Calling Scala Objects from JRuby in Java21

I’ve just gone a bit doo-lally figuring out how to make this work, so in the interests of saving the next poor git, if you’re upgrading from JRE8 to JRE21, JRuby-Scala integration changed and broke a few things. There’s no documentation apart from a single poorly-written line in a wiki page on github about how the change works, so good luck figuring out how this translates to real life examples:

// Add scala aliases for apply/update to roughly equivalent Ruby names
if (name.equals("apply")) {
  addUnassignedAlias("[]", assignedNames, Priority.ALIAS); 

After 223 attempts to call the [] operator in various ways trying to get it to call apply() behind the scenes and about twenty other approaches to getting the reference needed, I had to dive into how Scala gets compiled for the JVM, find that when the Scala code is for a Scala Object with a companion class (so basically a class with an associated singleton object), Scala compiles that to two classes on the JVM, one with the original name from the Scala code and one with a postfix’d dollarsign symbol.

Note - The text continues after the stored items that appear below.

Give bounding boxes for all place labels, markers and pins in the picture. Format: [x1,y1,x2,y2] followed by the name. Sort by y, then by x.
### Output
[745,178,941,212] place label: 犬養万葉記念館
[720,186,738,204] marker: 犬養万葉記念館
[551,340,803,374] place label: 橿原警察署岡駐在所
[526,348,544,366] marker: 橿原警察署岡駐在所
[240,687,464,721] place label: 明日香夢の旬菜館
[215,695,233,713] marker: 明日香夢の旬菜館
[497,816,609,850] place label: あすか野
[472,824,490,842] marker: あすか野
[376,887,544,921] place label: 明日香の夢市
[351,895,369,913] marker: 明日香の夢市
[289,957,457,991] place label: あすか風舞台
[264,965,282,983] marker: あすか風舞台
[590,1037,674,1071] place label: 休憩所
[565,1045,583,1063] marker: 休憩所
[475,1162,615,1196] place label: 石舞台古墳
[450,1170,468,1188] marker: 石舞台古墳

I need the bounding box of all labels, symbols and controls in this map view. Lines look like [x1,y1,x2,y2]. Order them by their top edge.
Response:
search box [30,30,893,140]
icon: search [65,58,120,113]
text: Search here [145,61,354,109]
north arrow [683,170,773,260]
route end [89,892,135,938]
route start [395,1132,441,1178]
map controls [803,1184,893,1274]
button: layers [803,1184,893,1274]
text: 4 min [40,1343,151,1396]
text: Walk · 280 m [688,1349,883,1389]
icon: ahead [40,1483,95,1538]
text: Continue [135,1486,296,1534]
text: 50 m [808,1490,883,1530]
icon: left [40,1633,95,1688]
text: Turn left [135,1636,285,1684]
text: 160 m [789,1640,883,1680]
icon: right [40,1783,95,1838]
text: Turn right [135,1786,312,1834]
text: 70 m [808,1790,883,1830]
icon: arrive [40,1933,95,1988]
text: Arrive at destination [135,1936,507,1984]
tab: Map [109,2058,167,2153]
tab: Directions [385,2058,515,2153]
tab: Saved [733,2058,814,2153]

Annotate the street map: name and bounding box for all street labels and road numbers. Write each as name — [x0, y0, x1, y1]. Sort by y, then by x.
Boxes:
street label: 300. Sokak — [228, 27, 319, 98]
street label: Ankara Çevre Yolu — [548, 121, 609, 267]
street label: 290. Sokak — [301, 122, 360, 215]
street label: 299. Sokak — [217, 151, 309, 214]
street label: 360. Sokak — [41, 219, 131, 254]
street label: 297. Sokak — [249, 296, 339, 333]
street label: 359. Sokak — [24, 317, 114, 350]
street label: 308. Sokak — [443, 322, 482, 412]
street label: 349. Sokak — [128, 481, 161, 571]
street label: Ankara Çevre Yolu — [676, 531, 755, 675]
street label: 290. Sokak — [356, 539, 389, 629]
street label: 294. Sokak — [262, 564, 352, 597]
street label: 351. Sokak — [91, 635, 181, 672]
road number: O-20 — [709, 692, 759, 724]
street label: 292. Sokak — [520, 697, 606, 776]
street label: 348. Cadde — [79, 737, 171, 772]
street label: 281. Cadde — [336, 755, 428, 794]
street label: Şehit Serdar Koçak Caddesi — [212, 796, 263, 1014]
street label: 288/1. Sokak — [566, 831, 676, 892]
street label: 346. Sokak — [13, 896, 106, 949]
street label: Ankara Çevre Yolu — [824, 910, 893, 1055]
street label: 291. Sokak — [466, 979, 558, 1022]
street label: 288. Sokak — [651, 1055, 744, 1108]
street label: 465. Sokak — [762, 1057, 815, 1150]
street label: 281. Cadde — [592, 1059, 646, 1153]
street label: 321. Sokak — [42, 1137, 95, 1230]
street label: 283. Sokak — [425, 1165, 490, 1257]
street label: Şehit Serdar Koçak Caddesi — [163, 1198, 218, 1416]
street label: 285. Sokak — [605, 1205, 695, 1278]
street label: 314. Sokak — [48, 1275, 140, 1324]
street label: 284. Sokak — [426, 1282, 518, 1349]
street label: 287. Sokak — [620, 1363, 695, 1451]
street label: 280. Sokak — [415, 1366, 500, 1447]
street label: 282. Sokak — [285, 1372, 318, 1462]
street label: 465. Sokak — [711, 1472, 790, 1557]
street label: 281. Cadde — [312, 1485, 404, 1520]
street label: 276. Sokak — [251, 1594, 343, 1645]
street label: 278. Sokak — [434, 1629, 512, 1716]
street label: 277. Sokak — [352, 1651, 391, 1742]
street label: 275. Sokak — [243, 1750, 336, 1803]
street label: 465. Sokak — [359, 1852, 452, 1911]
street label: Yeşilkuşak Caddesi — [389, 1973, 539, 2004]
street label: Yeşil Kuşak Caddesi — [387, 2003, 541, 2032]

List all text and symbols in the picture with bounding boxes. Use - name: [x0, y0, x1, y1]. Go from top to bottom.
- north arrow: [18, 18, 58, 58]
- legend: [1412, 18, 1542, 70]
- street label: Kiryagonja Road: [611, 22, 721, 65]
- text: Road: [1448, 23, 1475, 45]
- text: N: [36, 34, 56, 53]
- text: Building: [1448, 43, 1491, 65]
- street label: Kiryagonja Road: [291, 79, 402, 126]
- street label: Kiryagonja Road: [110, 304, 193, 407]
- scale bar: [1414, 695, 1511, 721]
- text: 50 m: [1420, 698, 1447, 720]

To get the singleton reference for a Scala Object when it has a companion class, you need to access the MODULE$ field in the class with the $ postfix, but you can’t just call for that in JRuby as $ is a special character for accessing global variables amongst other things, so you have to go round the houses a bit.

It goes from this in JRE8 (actual package and class names changed to protect the guilty):

Foo::Bar.apply.addListener(self)

to this mess in JRE21:

bob = 'Java::Foo::Bar$'.split('::').inject(Object) { |n, c| n.const_get c }
fred = bob.java_class.get_field('MODULE$').get(nil)
fred.apply.addListener(self)

But, it works, and fred.apply gets back to the Object so you can call addListener() and register your callback function (this is from some inhouse library code, which looks like this, but obviously changed to skirt NDAs):

object Bar {
  private val A = new BarImpl
  def apply(): Bar = A
}

private[kafka] class BarImpl extends Bar {
  //Lots of internal guff redacted including a list of listeners
  @PublicAPI
  def addListener(listener: ListenerThingy) {
    val exists = listeners.contains(listener)
    if (!exists) {
      listeners.add(listener)
      notifyOtherThings(listener)
    }
  }

Next time, I choose an easier language. Like, say, assembler.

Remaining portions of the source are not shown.